A recent study published in eClinicalMedicine has shed light on the potential of erythromycin in the treatment of myotonic dystrophy type 1 (DM1). DM1 is a debilitating condition caused by a CTG repeat expansion in the DMPK gene, leading to toxic RNA expression and dysregulated splicing. In a preclinical study, it was found that erythromycin could mitigate the toxicity of abnormal RNA and improve splicing and motor function in DM1 model mice.
To translate these promising preclinical findings into practical applications for DM1 patients, a multicentre, randomised, double-blind, placebo-controlled, phase 2 trial was conducted at three centres in Japan. The trial, which took place between Nov 29, 2019, and Jan 20, 2022, enrolled 30 adult patients with DM1 who were randomly assigned to receive either placebo or erythromycin at two different daily doses (500 mg or 800 mg) for 24 weeks.
The primary outcome of the trial was to evaluate the safety and tolerability of erythromycin, while secondary measures included splicing biomarkers, 6-minute walk test results, muscle strength, and serum creatinine kinase (CK) values. The findings revealed that treatment-related gastrointestinal symptoms were more common in the erythromycin group, but all adverse events were mild to moderate and resolved spontaneously. No serious safety concerns were identified.

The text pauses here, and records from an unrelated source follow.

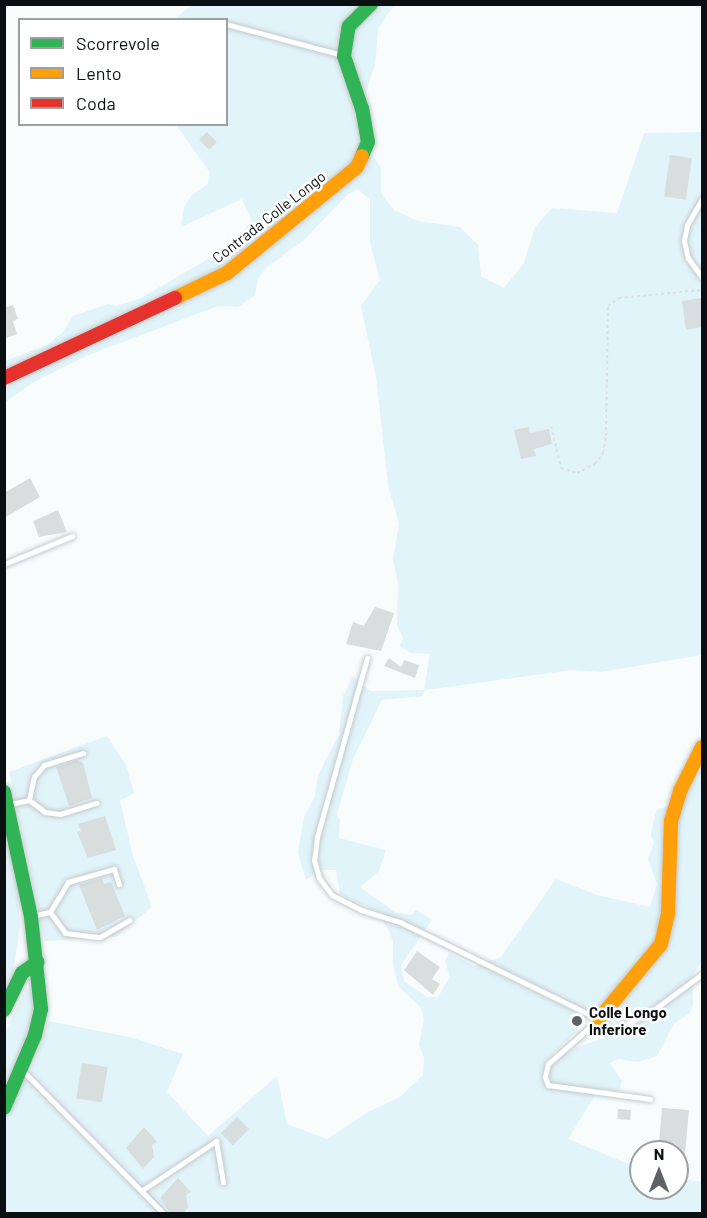 <!DOCTYPE html>
<style>
body{margin:0}
#map{position:relative;width:707px;height:1218px;overflow:hidden;background:#f8fcfd;font-family:Barlow,sans-serif}
div>[style]{position:absolute}
.green>*{inset:0;background:#e1f4fa}
.building>*{inset:0;background:#d8ddde;transform-origin:0 0}
.path>*{height:2px;margin-top:-1px;transform-origin:0;background:repeating-linear-gradient(90deg,#dedfe0 0 3px,transparent 0 6px)}
.roads{filter:drop-shadow(0 0 2px #c4c9cb) drop-shadow(0 0 2px #c4c9cb)}
.lane>*{height:5px;margin:-2.5px;padding:0 2.5px;transform-origin:2.5px;border-radius:2.5px;background:#feffff}
.fast>*{height:14px;margin:-7px;padding:0 7px;transform-origin:7px;border-radius:7px;background:#30b455}
.slow>*{height:14px;margin:-7px;padding:0 7px;transform-origin:7px;border-radius:7px;background:#ff9f0a}
.jam>*{height:14px;margin:-7px;padding:0 7px;transform-origin:7px;border-radius:7px;background:#e5322d}
.dots>*{width:16px;height:16px;translate:-50% -50%;box-sizing:border-box;border:3px solid #fff;border-radius:50%}
span{translate:-50% -50%;white-space:nowrap;text-align:center;line-height:1.15;-webkit-text-stroke:5px #fff;paint-order:stroke}
.street-label{font-size:15px;color:#0a1012}
.poi-label{font-size:15px;color:#0a1012;font-weight:700}
.left{translate:0 -50%;text-align:left}
.frame{position:absolute;inset:0;border:6px solid #0a1012;pointer-events:none}
.legend{position:absolute;left:18px;top:18px;width:210px;height:108px;box-sizing:border-box;background:#fff;border:2px solid #9d9fa0;margin:0;padding:8px 10px;list-style:none;font-size:18px;color:#0a1012}
.legend li{display:flex;align-items:center;gap:12px;height:30px}
.legend b{width:30px;border:2px solid #9d9fa0}
.north{position:absolute;left:629px;top:1140px;width:60px;height:60px;box-sizing:border-box;background:#fff;border:2px solid #9d9fa0;border-radius:50%;rotate:0deg;font-size:16px;font-weight:700;line-height:24px;text-align:center;color:#0a1012}
.north::after{content:'';display:block;margin:auto;width:21px;height:27px;background:#5d6364;clip-path:polygon(50% 0,100% 100%,50% 72%,0 100%)}
</style>
<div id="map">
<div class="green">
<i style="clip-path:polygon(evenodd,192px 5px,394px 5px,378px 29px,375px 65px,363px 100px,370px 152px,381px 168px,381px 193px,394px 210px,418px 221px,460px 227px,478px 245px,481px 276px,504px 288px,524px 263px,535px 227px,552px 208px,617px 213px,644px 133px,702px 132px,702px 655px,601px 672px,572px 670px,425px 690px,423px 696px,382px 700px,353px 759px,337px 814px,340px 820px,339px 838px,386px 850px,379px 871px,360px 887px,395px 912px,411px 915px,416px 910px,432px 920px,401px 965px,404px 981px,427px 997px,438px 997px,450px 977px,445px 961px,449px 953px,474px 966px,501px 957px,556px 879px,597px 895px,650px 907px,657px 884px,648px 859px,654px 843px,651px 835px,654px 818px,657px 809px,666px 807px,702px 769px,702px 961px,693px 975px,693px 1005px,690px 1013px,674px 1024px,657px 1056px,638px 1062px,618px 1059px,610px 1063px,622px 1081px,619px 1091px,599px 1089px,568px 1139px,641px 1169px,641px 1188px,677px 1188px,677px 1178px,702px 1182px,702px 1213px,5px 1214px,5px 1032px,27px 988px,34px 989px,35px 1000px,30px 1031px,13px 1074px,27px 1081px,49px 1021px,133px 1038px,183px 1054px,167px 1092px,208px 1136px,277px 1076px,287px 1124px,327px 1139px,368px 1112px,400px 1097px,423px 1075px,424px 1058px,419px 1045px,424px 1019px,421px 1008px,399px 987px,393px 965px,393px 940px,387px 928px,378px 912px,340px 894px,336px 870px,322px 870px,306px 880px,298px 853px,304px 817px,315px 796px,318px 775px,339px 735px,343px 696px,353px 676px,370px 691px,424px 690px,430px 654px,410px 653px,400px 646px,403px 638px,397px 625px,398px 583px,393px 559px,399px 524px,388px 485px,376px 377px,361px 306px,380px 280px,370px 243px,370px 200px,358px 189px,348px 194px,303px 241px,267px 267px,258px 278px,255px 295px,238px 307px,218px 306px,86px 356px,32px 383px,5px 403px,5px 361px,47px 345px,63px 332px,73px 316px,108px 304px,116px 306px,139px 299px,203px 262px,244px 231px,251px 219px,242px 199px,181px 227px,184px 207px,191px 196px,208px 184px,209px 171px,176px 125px,226px 124px,226px 20px,175px 19px,192px 5px,600px 1008px,617px 1023px,619px 1032px,568px 1051px,550px 1068px,546px 1085px,542px 1078px,548px 1059px,600px 1008px)"></i>
<i style="clip-path:polygon(107px 736px,126px 765px,134px 793px,120px 801px,133px 856px,152px 907px,116px 937px,45px 941px,9px 772px)"></i>
<i style="clip-path:polygon(4px 826px,18px 889px,20px 927px,14px 967px,5px 994px)"></i>
</div>
<div class="building">
<i style="left:207px;top:132px;width:14px;height:11px;rotate:45deg"></i>
<i style="left:670px;top:155px;width:22px;height:42px;rotate:8deg"></i>
<i style="clip-path:polygon(701px 298px,702px 327px,686px 330px,682px 301px)"></i>
<i style="clip-path:polygon(4px 303px,7px 307px,13px 305px,18px 319px,13px 321px,17px 334px,4px 339px)"></i>
<i style="clip-path:polygon(529px 427px,530px 433px,549px 429px,552px 444px,534px 449px,536px 456px,521px 459px,514px 430px)"></i>
<i style="clip-path:polygon(30px 478px,40px 497px,4px 518px,4px 493px)"></i>
<i style="clip-path:polygon(58px 510px,67px 532px,39px 537px,33px 521px)"></i>
<i style="clip-path:polygon(375px 607px,394px 613px,381px 651px,346px 644px,353px 622px,364px 626px)"></i>
<i style="clip-path:polygon(389px 658px,401px 667px,404px 660px,419px 665px,415px 678px,384px 666px)"></i>
<i style="clip-path:polygon(77px 760px,83px 763px,92px 798px,69px 806px,56px 767px)"></i>
<i style="clip-path:polygon(105px 816px,116px 850px,88px 858px,77px 832px,81px 831px,78px 824px)"></i>
<i style="clip-path:polygon(102px 878px,104px 884px,111px 882px,125px 916px,97px 930px,79px 885px)"></i>
<i style="clip-path:polygon(417px 951px,440px 967px,432px 979px,440px 984px,433px 995px,404px 970px)"></i>
<i style="left:82px;top:1063px;width:26px;height:36px;rotate:9deg"></i>
<i style="clip-path:polygon(662px 1108px,689px 1110px,684px 1165px,677px 1165px,677px 1145px,659px 1143px)"></i>
<i style="left:618px;top:1109px;width:13px;height:10px;rotate:4deg"></i>
<i style="left:237px;top:1117px;width:17px;height:23px;rotate:45deg"></i>
<i style="clip-path:polygon(144px 1127px,157px 1142px,152px 1145px,154px 1157px,143px 1169px,126px 1148px)"></i>
<i style="clip-path:polygon(178px 1178px,191px 1192px,186px 1195px,188px 1207px,183px 1214px,171px 1214px,160px 1198px)"></i>
</div>
<div class="path">
<i style="left:551px;top:426px;width:43px;rotate:76.6deg"></i>
<i style="left:561px;top:468px;width:17px;rotate:17deg"></i>
<i style="left:577px;top:473px;width:20px;rotate:-27deg"></i>
<i style="left:595px;top:464px;width:14px;rotate:-54deg"></i>
<i style="left:603px;top:453px;width:17px;rotate:-80deg"></i>
<i style="left:606px;top:436px;width:130px;rotate:-89.1deg"></i>
<i style="left:608px;top:306px;width:14px;rotate:-36deg"></i>
<i style="left:619px;top:298px;width:83px;rotate:-5.5deg"></i>
</div>
<div class="roads">
<div class="lane">
<i style="left:226px;top:24px;width:120px;rotate:15deg"></i>
<i style="left:702px;top:199px;width:30px;rotate:120deg"></i>
<i style="left:687px;top:225px;width:16px;rotate:101deg"></i>
<i style="left:684px;top:241px;width:17px;rotate:77deg"></i>
<i style="left:688px;top:258px;width:24px;rotate:54deg"></i>
<i style="left:4px;top:564px;width:74px;rotate:-22.4deg"></i>
<i style="left:367px;top:658px;width:186px;rotate:105.6deg"></i>
<i style="left:317px;top:837px;width:23px;rotate:97deg"></i>
<i style="left:314px;top:860px;width:19px;rotate:74deg"></i>
<i style="left:319px;top:878px;width:21px;rotate:53deg"></i>
<i style="left:332px;top:895px;width:33px;rotate:27deg"></i>
<i style="left:361px;top:910px;width:41px;rotate:17.1deg"></i>
<i style="left:400px;top:922px;width:221px;rotate:26deg"></i>
<i style="left:599px;top:1019px;width:11px;rotate:52deg"></i>
<i style="left:606px;top:1028px;width:11px;rotate:5deg"></i>
<i style="left:617px;top:1029px;width:39px;rotate:-27deg"></i>
<i style="left:652px;top:1011px;width:62px;rotate:-36.5deg"></i>
<i style="left:29px;top:800px;width:24px;rotate:-78deg"></i>
<i style="left:34px;top:777px;width:16px;rotate:-50deg"></i>
<i style="left:44px;top:765px;width:41px;rotate:-17.1deg"></i>
<i style="left:9px;top:804px;width:20px;rotate:-11deg"></i>
<i style="left:29px;top:800px;width:20px;rotate:37deg"></i>
<i style="left:45px;top:812px;width:15px;rotate:8deg"></i>
<i style="left:60px;top:814px;width:38px;rotate:-17deg"></i>
<i style="left:50px;top:912px;width:26px;rotate:54deg"></i>
<i style="left:65px;top:933px;width:35px;rotate:7deg"></i>
<i style="left:100px;top:937px;width:34px;rotate:-30deg"></i>
<i style="left:32px;top:916px;width:18px;rotate:-13deg"></i>
<i style="left:50px;top:912px;width:35px;rotate:-59deg"></i>
<i style="left:68px;top:882px;width:48px;rotate:-15.8deg"></i>
<i style="left:114px;top:869px;width:16px;rotate:72deg"></i>
<i style="left:598px;top:1020px;width:67px;rotate:138.7deg"></i>
<i style="left:548px;top:1064px;width:13px;rotate:103deg"></i>
<i style="left:545px;top:1077px;width:9px;rotate:69deg"></i>
<i style="left:548px;top:1085px;width:103px;rotate:7.8deg"></i>
<i style="left:22px;top:1070px;width:202px;rotate:45.4deg"></i>
<i style="left:144px;top:1189px;width:87px;rotate:-33.7deg"></i>
<i style="left:216px;top:1141px;width:42px;rotate:80.3deg"></i>
</div>
<div class="fast">
<i style="left:362px;top:156px;width:15px;rotate:-67deg"></i>
<i style="left:368px;top:142px;width:34px;rotate:-100deg"></i>
<i style="left:362px;top:109px;width:56px;rotate:-108.8deg"></i>
<i style="left:344px;top:56px;width:30px;rotate:-81deg"></i>
<i style="left:349px;top:26px;width:31px;rotate:-45deg"></i>
<i style="left:4px;top:792px;width:128px;rotate:77.8deg"></i>
<i style="left:31px;top:917px;width:93px;rotate:83.8deg"></i>
<i style="left:41px;top:1009px;width:27px;rotate:103deg"></i>
<i style="left:35px;top:1035px;width:79px;rotate:113deg"></i>
<i style="left:4px;top:1010px;width:41px;rotate:-64.1deg"></i>
<i style="left:22px;top:973px;width:19px;rotate:-35deg"></i>
</div>
<div class="slow">
<i style="left:175px;top:298px;width:58px;rotate:-25.7deg"></i>
<i style="left:227px;top:273px;width:168px;rotate:-39.2deg"></i>
<i style="left:357px;top:167px;width:12px;rotate:-66deg"></i>
<i style="left:599px;top:1019px;width:97px;rotate:-50.4deg"></i>
<i style="left:661px;top:944px;width:32px;rotate:-77deg"></i>
<i style="left:668px;top:913px;width:92px;rotate:-88.1deg"></i>
<i style="left:671px;top:821px;width:31px;rotate:-73deg"></i>
<i style="left:680px;top:791px;width:49px;rotate:-63.4deg"></i>
</div>
<div class="jam">
<i style="left:4px;top:378px;width:189px;rotate:-25.1deg"></i>
</div>
</div>
<div class="dots">
<i style="left:577px;top:1021px;background:#5d6364"></i>
</div>
<div class="street-label">
<span style="left:269px;top:217px;rotate:-38deg">Contrada Colle Longo</span>
</div>
<div class="poi-label">
<span class="left" style="left:589px;top:1021px">Colle Longo<br>Inferiore</span>
</div>
<div class="frame"></div>
<ul class="legend">
<li><b style="height:8px;background:#30b455"></b>Scorrevole</li>
<li><b style="height:8px;background:#ff9f0a"></b>Lento</li>
<li><b style="height:8px;background:#e5322d"></b>Coda</li>
</ul>
<div class="north">N</div>
</div>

Furthermore, the study observed a decrease in CK levels from baseline to week 24 in the overall erythromycin group compared to the placebo group. Although this difference was not statistically significant (p = 0.070), there were statistically significant improvements in splicing biomarkers MBNL1 (p = 0.048) and CACNA1S (p = 0.042) in the erythromycin treated groups compared to placebo.
The researchers concluded that erythromycin demonstrated favorable safety and tolerability profiles in patients with DM1. They emphasized the need for a well-powered phase 3 trial to further evaluate its efficacy, building on the preliminary findings from this study.
This study was funded by the Japan Agency for Medical Research and Development and holds promise for the future treatment of DM1, offering hope to individuals affected by this challenging condition.